# **Simple RNN**
An implementation of a minimal character-level Vanilla Recurrent Neural Network (RNN) model for text generation. It's written in Python and uses NumPy for numerical operations.

In [1]:
"""
Minimal character-level Vanilla RNN model. Written by Andrej Karpathy (@karpathy)
BSD License
"""

import numpy as np

## **Data Loading & Preprocessing**


In [2]:
# Read and preprocess the Shakespearean sonnets
# remember to keep a simple plain text file
with open('/content/sonnet.txt', 'r', encoding='utf-8') as file:
    sonnets_text = file.read()

# Split the text into training and validation sets
total_length = len(sonnets_text)
split_ratio = 0.8  # 80% for training, 20% for validation

split_index = int(total_length * split_ratio)
training_data = sonnets_text[:split_index]
validation_data = sonnets_text[split_index:]

# Save the training and validation datasets to files
with open('training.txt', 'w', encoding='utf-8') as file:
    file.write(training_data)

with open('validation.txt', 'w', encoding='utf-8') as file:
    file.write(validation_data)


### **Data I/O and Vocabulary Setup:**

The code reads the training text, creates a set of unique characters in the text, and assigns indices to each character. It also calculates the sizes of the data and vocabulary. This vocabulary setup is crucial for encoding characters into numerical inputs for the RNN.
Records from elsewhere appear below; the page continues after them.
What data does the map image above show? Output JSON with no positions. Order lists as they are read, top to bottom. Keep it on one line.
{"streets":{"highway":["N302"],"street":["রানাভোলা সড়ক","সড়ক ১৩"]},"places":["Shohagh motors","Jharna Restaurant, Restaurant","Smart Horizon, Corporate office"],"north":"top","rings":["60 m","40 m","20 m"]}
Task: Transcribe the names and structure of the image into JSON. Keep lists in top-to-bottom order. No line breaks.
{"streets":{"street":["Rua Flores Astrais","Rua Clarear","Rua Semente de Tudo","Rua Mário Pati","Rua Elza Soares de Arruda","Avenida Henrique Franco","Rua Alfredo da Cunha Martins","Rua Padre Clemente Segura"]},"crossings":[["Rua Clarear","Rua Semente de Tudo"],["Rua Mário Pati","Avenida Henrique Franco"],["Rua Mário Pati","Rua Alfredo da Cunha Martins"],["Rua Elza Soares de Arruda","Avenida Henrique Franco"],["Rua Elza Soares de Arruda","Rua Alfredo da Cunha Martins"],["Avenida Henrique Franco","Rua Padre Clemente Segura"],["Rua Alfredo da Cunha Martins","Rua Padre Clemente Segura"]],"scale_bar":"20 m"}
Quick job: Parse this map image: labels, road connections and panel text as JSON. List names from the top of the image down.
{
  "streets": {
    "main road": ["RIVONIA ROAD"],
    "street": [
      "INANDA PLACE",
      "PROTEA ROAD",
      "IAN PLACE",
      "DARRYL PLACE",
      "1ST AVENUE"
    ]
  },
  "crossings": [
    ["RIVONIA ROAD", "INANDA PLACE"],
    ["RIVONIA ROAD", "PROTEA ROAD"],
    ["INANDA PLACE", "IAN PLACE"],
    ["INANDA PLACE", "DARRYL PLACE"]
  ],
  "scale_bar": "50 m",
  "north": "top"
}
### **Hyperparameters and Model Parameters:**

Hyperparameters like `hidden_size` (size of the hidden layer), `seq_length` (number of steps to unroll the RNN for), and `learning_rate` are defined. Model parameters like weights and biases `(Wxh, Whh, Why, bh, by)` are initialized using random values.

In [3]:
# Data I/O
data = open('/content/training.txt', 'r').read()
chars = list(set(data))
data_size, vocab_size = len(data), len(chars)
print('data has %d characters, %d unique.' % (data_size, vocab_size))
char_to_ix = {ch: i for i, ch in enumerate(chars)}
ix_to_char = {i: ch for i, ch in enumerate(chars)}

# Hyperparameters
hidden_size =  256 # Size of hidden layer of neurons
seq_length = 25 # Number of steps to unroll the RNN for
learning_rate = 1e-1

# Model parameters
Wxh = np.random.randn(hidden_size, vocab_size) * 0.01  # Input to hidden
Whh = np.random.randn(hidden_size, hidden_size) * 0.01  # Hidden to hidden
Why = np.random.randn(vocab_size, hidden_size) * 0.01  # Hidden to output
bh = np.zeros((hidden_size, 1))  # Hidden bias
by = np.zeros((vocab_size, 1))  # Output bias

data has 4825 characters, 30 unique.


### **Loss Function (lossFun):**

This function calculates the loss, gradients, and the last hidden state for a given input sequence and target sequence. It performs both the forward pass (calculating intermediate values) and the backward pass (backpropagation to compute gradients).

In [4]:
def lossFun(inputs, targets, hprev):
    """
    Calculate loss, gradients, and last hidden state.

    Args:
        inputs (list of int): List of input character indices.
        targets (list of int): List of target character indices.
        hprev (numpy.ndarray): Initial hidden state.

    Returns:
        float: Loss
        numpy.ndarray: Gradient for input to hidden weights
        numpy.ndarray: Gradient for hidden to hidden weights
        numpy.ndarray: Gradient for hidden to output weights
        numpy.ndarray: Gradient for hidden bias
        numpy.ndarray: Gradient for output bias
        numpy.ndarray: Last hidden state
    """
    xs, hs, ys, ps = {}, {}, {}, {}
    hs[-1] = np.copy(hprev)
    loss = 0

    # Forward pass
    for t in range(len(inputs)):
        xs[t] = np.zeros((vocab_size, 1))  # Encode in 1-of-k representation
        xs[t][inputs[t]] = 1
        hs[t] = np.tanh(np.dot(Wxh, xs[t]) + np.dot(Whh, hs[t-1]) + bh)  # Hidden state
        ys[t] = np.dot(Why, hs[t]) + by  # Unnormalized log probabilities for next chars
        ps[t] = np.exp(ys[t]) / np.sum(np.exp(ys[t]))  # Probabilities for next chars
        loss += -np.log(ps[t][targets[t], 0])  # Softmax (cross-entropy loss)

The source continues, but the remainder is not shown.